#### Data shown ####

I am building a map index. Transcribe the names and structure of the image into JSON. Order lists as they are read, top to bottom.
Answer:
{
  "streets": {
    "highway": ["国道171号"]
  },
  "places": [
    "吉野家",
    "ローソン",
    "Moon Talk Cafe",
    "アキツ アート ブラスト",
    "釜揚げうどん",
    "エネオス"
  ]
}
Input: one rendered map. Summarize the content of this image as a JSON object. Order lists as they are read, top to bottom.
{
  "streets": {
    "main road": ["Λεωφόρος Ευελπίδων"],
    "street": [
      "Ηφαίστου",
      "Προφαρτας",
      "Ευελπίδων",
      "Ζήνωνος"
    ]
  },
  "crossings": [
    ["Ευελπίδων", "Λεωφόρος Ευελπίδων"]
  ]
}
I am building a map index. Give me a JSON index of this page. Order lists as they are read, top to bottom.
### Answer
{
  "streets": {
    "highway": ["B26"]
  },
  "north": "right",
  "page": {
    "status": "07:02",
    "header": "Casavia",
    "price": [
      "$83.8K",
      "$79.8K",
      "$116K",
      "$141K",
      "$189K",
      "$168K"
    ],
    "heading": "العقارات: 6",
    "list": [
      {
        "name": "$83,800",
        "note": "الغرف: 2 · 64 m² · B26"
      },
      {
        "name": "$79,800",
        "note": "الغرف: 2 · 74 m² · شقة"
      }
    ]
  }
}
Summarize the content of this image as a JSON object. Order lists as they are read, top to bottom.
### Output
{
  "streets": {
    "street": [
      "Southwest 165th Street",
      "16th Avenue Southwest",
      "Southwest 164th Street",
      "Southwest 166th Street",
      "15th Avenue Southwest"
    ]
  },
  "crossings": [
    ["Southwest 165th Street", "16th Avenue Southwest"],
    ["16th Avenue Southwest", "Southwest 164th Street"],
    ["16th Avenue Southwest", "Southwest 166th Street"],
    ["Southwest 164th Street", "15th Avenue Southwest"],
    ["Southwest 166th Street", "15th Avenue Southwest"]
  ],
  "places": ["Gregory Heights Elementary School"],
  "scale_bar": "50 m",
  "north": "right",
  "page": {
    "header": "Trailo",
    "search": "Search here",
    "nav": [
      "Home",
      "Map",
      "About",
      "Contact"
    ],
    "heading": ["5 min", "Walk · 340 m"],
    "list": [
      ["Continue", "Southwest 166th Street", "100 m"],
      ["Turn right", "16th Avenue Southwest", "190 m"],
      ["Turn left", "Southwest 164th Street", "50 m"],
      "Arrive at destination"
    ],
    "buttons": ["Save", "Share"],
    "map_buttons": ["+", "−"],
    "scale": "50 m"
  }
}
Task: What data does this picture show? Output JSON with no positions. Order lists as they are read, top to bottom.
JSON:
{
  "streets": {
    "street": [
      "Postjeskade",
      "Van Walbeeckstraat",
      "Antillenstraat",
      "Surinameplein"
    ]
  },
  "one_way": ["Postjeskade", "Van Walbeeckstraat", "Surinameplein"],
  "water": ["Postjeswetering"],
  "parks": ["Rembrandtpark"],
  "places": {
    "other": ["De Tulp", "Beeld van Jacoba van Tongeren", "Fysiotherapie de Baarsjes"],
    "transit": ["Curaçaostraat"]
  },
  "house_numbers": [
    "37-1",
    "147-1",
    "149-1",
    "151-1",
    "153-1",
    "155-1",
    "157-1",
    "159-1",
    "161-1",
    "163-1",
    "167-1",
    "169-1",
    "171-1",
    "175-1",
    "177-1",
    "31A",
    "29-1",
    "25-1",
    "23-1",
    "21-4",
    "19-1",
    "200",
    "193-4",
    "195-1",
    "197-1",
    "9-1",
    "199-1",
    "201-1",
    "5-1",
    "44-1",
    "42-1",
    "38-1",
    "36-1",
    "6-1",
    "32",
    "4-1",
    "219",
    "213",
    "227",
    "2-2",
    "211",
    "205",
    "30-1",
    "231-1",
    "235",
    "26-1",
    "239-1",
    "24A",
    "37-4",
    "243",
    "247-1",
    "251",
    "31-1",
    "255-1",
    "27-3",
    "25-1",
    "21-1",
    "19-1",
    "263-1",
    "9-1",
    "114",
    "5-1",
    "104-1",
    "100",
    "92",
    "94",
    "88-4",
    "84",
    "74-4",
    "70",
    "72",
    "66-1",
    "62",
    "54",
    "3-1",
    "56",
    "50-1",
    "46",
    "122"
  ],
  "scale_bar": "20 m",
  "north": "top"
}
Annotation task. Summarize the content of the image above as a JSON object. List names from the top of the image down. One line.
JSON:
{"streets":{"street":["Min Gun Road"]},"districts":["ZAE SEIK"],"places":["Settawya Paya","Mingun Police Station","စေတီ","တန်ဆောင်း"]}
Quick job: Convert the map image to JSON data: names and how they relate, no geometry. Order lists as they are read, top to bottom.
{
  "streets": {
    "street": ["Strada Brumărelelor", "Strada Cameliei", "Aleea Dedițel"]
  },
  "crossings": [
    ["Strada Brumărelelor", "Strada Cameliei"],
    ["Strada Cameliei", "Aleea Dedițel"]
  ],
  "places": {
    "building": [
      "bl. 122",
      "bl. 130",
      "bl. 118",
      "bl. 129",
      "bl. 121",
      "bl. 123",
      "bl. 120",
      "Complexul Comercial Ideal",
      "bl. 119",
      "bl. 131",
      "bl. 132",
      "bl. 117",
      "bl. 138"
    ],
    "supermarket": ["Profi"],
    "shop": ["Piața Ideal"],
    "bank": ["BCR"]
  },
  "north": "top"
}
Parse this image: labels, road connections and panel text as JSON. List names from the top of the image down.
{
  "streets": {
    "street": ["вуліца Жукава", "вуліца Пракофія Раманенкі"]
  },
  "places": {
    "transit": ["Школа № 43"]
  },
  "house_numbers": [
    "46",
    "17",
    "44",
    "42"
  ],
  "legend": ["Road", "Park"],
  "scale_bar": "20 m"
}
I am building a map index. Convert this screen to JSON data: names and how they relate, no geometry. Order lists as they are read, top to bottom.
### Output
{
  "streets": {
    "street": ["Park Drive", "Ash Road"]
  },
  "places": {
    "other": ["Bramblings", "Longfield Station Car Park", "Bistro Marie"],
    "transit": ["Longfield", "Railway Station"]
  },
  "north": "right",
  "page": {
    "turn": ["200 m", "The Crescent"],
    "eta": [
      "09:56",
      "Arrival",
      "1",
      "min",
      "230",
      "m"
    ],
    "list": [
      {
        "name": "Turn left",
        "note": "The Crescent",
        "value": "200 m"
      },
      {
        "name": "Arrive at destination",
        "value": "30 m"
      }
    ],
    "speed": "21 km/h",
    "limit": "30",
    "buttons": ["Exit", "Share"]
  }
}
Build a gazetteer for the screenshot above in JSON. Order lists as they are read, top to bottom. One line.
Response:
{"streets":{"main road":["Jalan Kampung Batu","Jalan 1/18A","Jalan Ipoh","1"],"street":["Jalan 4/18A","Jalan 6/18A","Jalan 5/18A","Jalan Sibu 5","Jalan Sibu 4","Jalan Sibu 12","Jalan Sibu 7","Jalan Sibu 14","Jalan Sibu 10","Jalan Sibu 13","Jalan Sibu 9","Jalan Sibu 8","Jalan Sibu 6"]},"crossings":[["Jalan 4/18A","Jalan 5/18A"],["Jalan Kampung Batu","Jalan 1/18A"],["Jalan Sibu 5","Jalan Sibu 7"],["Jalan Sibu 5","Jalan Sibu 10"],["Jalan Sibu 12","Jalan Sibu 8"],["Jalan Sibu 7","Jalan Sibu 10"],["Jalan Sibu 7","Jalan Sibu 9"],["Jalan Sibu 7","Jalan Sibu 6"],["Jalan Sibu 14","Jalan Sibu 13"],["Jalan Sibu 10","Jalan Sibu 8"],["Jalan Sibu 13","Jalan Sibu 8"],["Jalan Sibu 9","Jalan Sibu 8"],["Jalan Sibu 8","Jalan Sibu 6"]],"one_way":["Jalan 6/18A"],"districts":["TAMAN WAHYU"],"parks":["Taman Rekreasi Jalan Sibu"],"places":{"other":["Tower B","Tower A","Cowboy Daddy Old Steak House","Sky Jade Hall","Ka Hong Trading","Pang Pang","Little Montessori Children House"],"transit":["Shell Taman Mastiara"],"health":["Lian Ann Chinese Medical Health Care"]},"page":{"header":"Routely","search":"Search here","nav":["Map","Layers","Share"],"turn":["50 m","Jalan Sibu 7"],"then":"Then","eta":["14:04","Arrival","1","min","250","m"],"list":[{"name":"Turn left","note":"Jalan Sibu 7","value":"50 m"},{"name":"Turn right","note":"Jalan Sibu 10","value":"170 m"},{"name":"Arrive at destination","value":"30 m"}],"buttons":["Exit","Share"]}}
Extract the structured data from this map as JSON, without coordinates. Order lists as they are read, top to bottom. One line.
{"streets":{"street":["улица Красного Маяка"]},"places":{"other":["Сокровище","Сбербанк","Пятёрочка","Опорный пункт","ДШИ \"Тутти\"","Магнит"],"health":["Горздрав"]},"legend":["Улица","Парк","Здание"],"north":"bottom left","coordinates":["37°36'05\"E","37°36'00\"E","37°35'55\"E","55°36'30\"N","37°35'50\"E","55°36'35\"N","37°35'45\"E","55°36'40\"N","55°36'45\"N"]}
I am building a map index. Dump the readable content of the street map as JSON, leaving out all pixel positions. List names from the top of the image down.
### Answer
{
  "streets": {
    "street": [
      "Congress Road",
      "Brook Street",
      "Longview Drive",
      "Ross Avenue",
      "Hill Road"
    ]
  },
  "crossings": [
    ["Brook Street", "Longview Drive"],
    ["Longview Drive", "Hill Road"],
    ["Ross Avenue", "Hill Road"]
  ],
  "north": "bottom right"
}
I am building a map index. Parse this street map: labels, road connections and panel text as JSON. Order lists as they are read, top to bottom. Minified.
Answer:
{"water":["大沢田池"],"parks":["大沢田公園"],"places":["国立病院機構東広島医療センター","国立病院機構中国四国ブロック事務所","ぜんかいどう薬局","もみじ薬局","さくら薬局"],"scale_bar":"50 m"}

####

▶ **What to do**
Collect every line with the string "above" from the records, and copy each.

▶ **Task solution**
Annotation task. Summarize the content of the image above as a JSON object. List names from the top of the image down. One line.
Build a gazetteer for the screenshot above in JSON. Order lists as they are read, top to bottom. One line.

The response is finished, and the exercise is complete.